Vivi: "Fu-een soodi!"

Sunday, December 11, 2005

Matching set

When I was a wee child, my parents did not have a lot of money. My dad graduated from law school when I was two and my sister was four. For several years after that, he was getting his footing, and it wasn't until my adolescence that we began to live comfortably, and then well. As a result, my mother made many of the clothes that Ann and I wore.

About twice a year, a box of clothes would come in the mail from my great-aunt and great-uncle, who lived in Nashville, Tennessee. They had two daughters, who were about 10 years older than we were. They lived very well in Grand Ole Opry land, and dressed their daughters to the nines in matching dresses befitting the times. Unfortunately, by the time Ann and I fit into these clothes, the "times" would be 10 years past.

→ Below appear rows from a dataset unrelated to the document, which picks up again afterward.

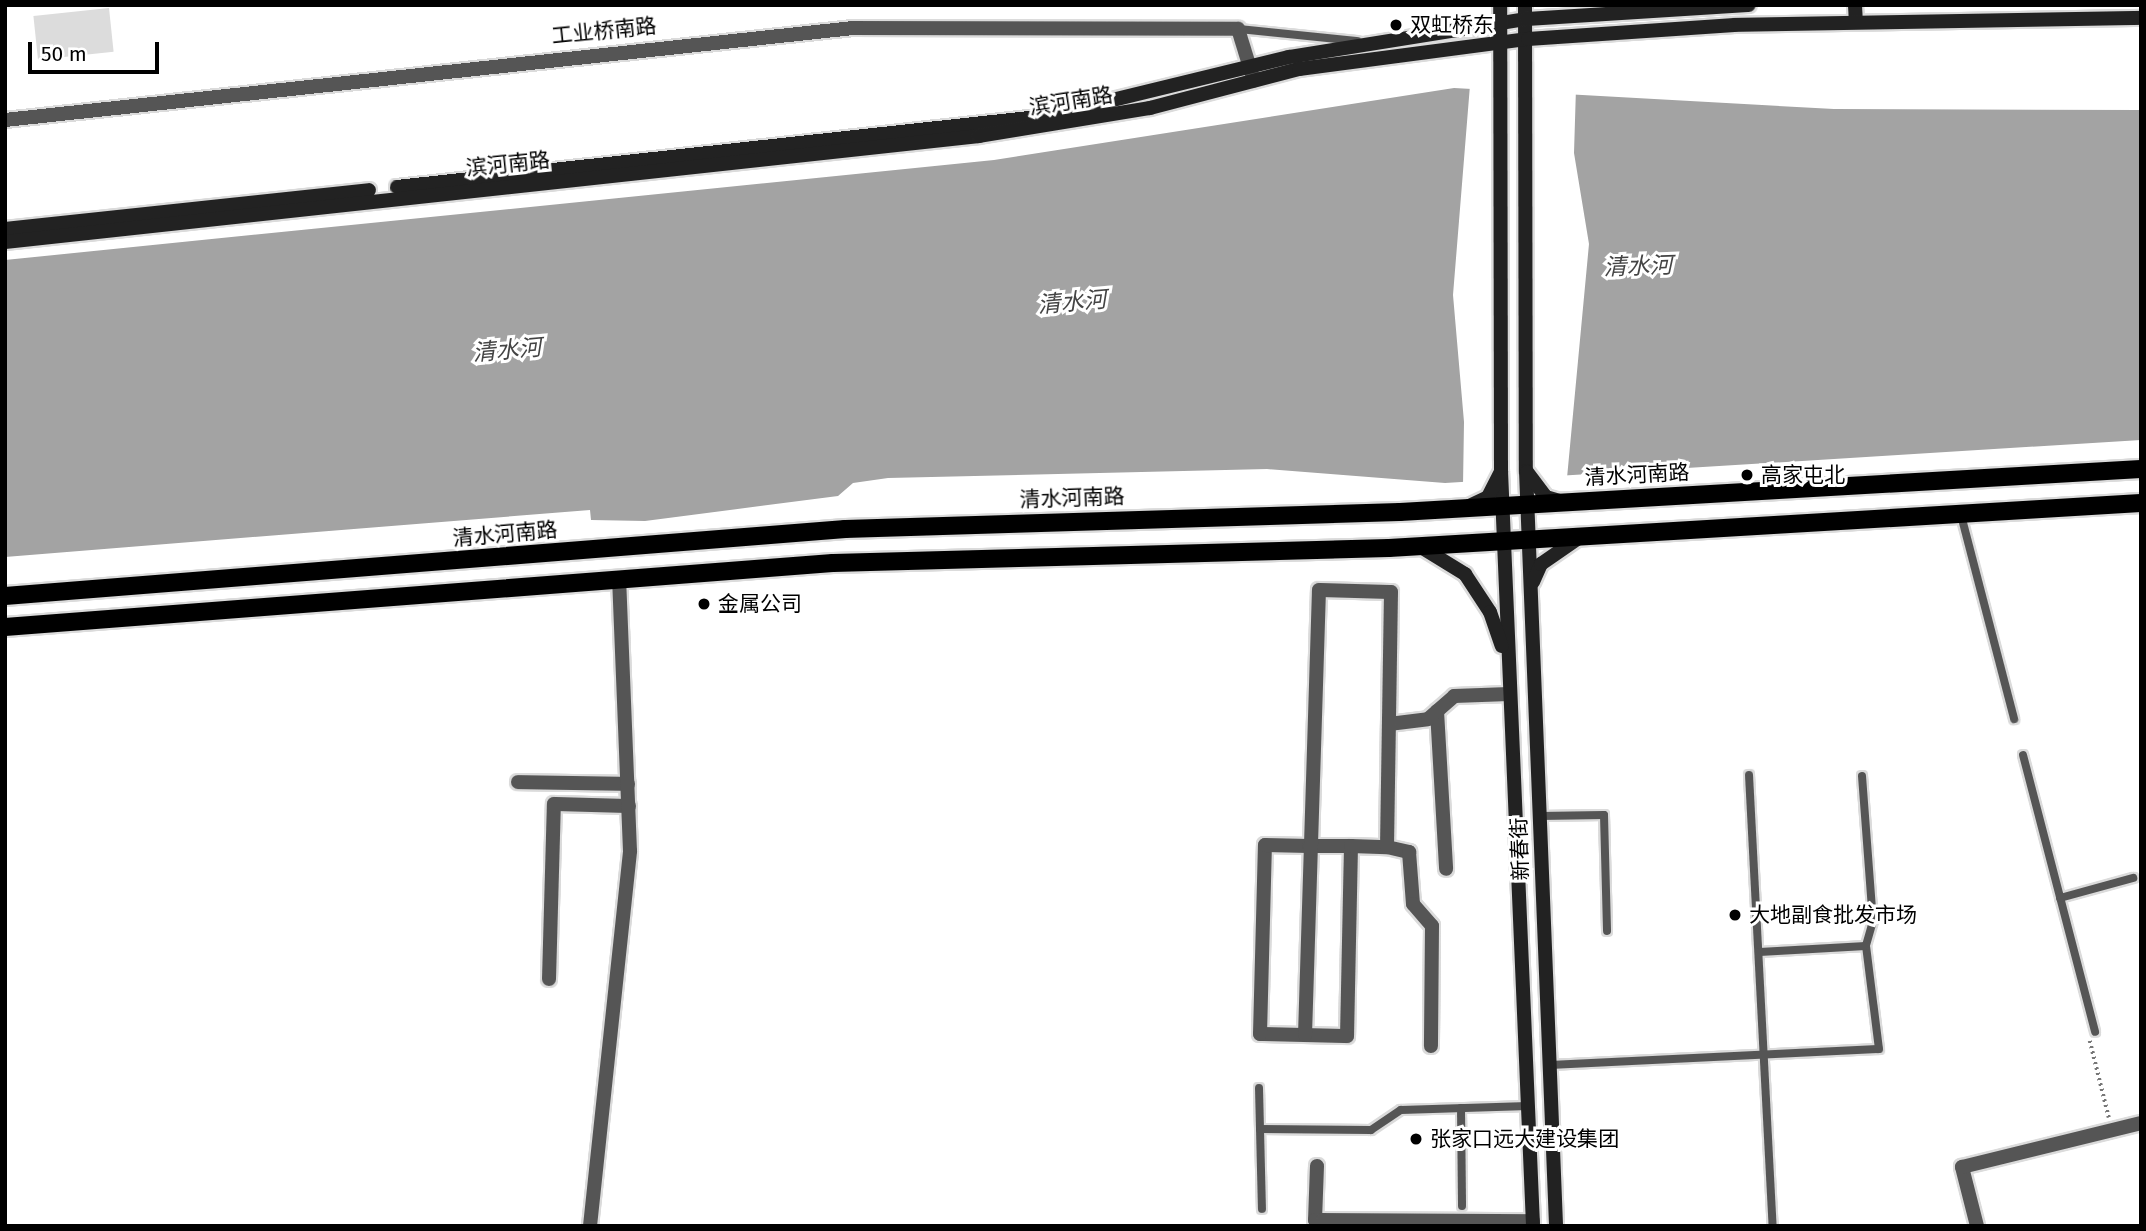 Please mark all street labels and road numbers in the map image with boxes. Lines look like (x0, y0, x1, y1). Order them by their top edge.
street label: 工业桥南路 (550, 13, 658, 49)
street label: 滨河南路 (1028, 82, 1114, 120)
street label: 滨河南路 (465, 147, 551, 181)
street label: 清水河南路 (1584, 460, 1690, 490)
street label: 清水河南路 (1019, 484, 1125, 512)
street label: 清水河南路 (452, 517, 558, 551)
street label: 新春街 (1506, 817, 1534, 881)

How we dreaded seeing that box come in the mail! Oh, the ugly matching dressed it would hold. My mother forced us to wear them all, not wanting to let any free gift go to waste, much less expensive dresses that she could never afford to buy us. No matter that the style in Nashville is much different than the style in Delaware. No matter than peter pan collars have been out of style for 8 years. Ann and I would beg and plead to get out of wearing these dresses, or at least not have to wear them at the same time, but to no avail. I'll have to find some old photos so you can see just the how bad they were.

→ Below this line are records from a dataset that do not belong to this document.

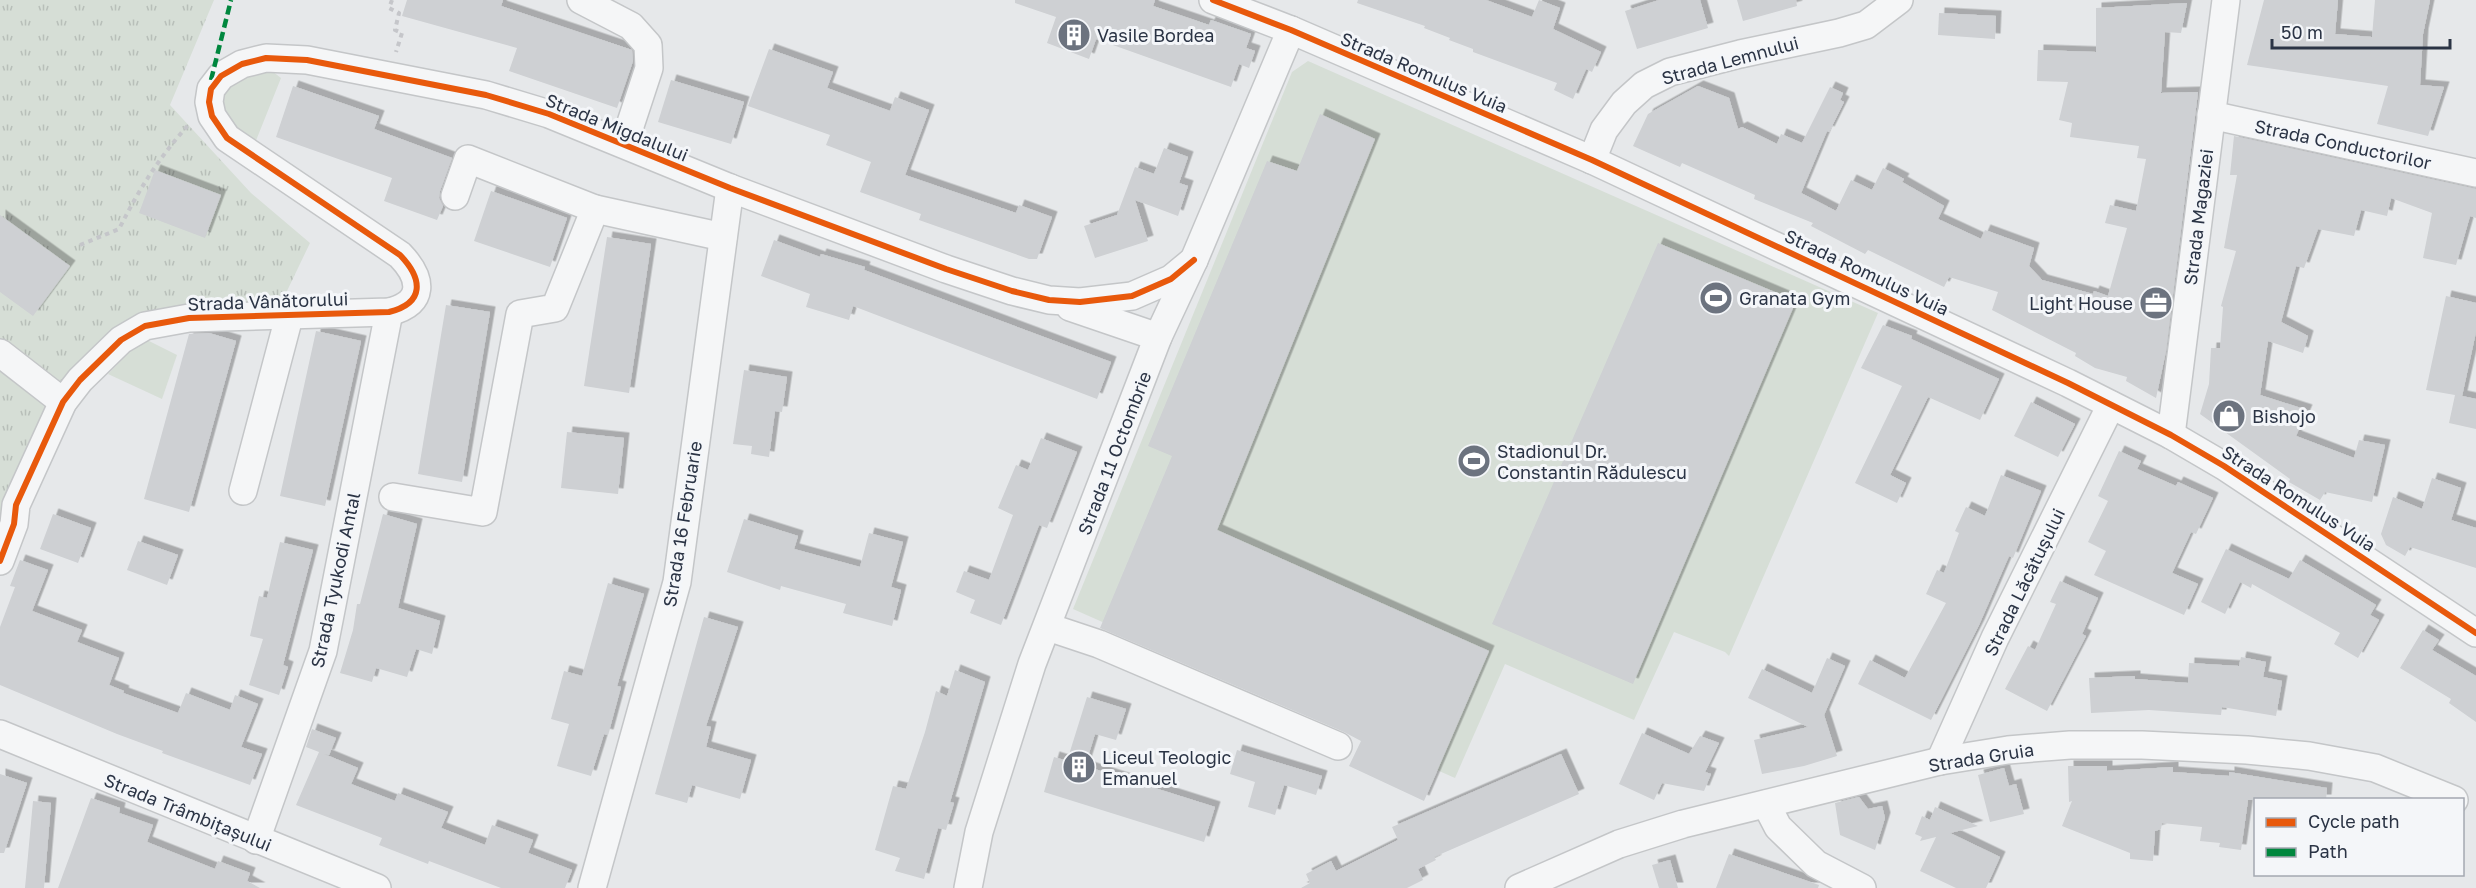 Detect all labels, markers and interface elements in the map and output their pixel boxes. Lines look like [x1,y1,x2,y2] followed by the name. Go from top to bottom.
[2272,12,2450,50] scale bar
[1056,17,1092,53] building icon: Vasile Bordea
[2281,21,2323,43] text: 50 m
[1097,24,1214,46] place label: Vasile Bordea
[1337,27,1511,117] street label: Strada Romulus Vuia
[1659,31,1801,89] street label: Strada Lemnului
[542,88,692,166] street label: Strada Migdalului
[2253,115,2433,173] street label: Strada Conductorilor
[2179,148,2217,286] street label: Strada Magaziei
[1781,224,1953,320] street label: Strada Romulus Vuia
[1698,280,1734,316] sports icon: Granata Gym
[2138,285,2174,321] office icon: Light House
[187,287,349,315] street label: Strada Vânătorului
[1739,287,1850,309] place label: Granata Gym
[2029,292,2133,314] place label: Light House
[1073,368,1155,538] street label: Strada 11 Octombrie
[2211,398,2247,434] shop icon: Bishojo
[2252,405,2316,427] place label: Bishojo
[658,439,706,609] street label: Strada 16 Februarie
[1497,440,1687,483] place label: Stadionul Dr. Constantin Rădulescu
[2218,440,2380,556] street label: Strada Romulus Vuia
[1456,443,1492,479] sports icon: Stadionul Dr. Constantin Rădulescu
[306,490,364,670] street label: Strada Tyukodi Antal
[1979,505,2069,659] street label: Strada Lăcătușului
[1927,738,2035,776] street label: Strada Gruia
[1102,746,1232,789] place label: Liceul Teologic Emanuel
[1061,749,1097,785] building icon: Liceul Teologic Emanuel
[101,768,275,856] street label: Strada Trâmbițașului
[2254,798,2464,876] legend
[2308,810,2400,832] text: Cycle path
[2308,840,2348,862] text: Path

Consequently, children in matching clothes make my skin crawl. I have a feeling that even without the traumatic childhood memory, children in matching clothes would make my skin crawl, but this is my excuse. Once, at a holiday party, I saw a whole family matching: the same plaid in the mom's skirt, dad's pants, little boy's short overalls, and little girl's dress*. YUCK.

This year, my mother-in-law purchased a cute red plaid outfit for Vivian to wear at the holidays, with a matching plaid button down shirt for Isaac. Fortunately, I felt comfortable enough to thank her profusely, but mention that I just didn't like the kids to match, so I'd probably just have them wear each outfit to different events. I reassured her that I would be happy to put them in their matching outfits and take a photo for her, and she rolled her eyes, but otherwise accepted this deal, no doubt chalking it up to yet another character flaw of mine.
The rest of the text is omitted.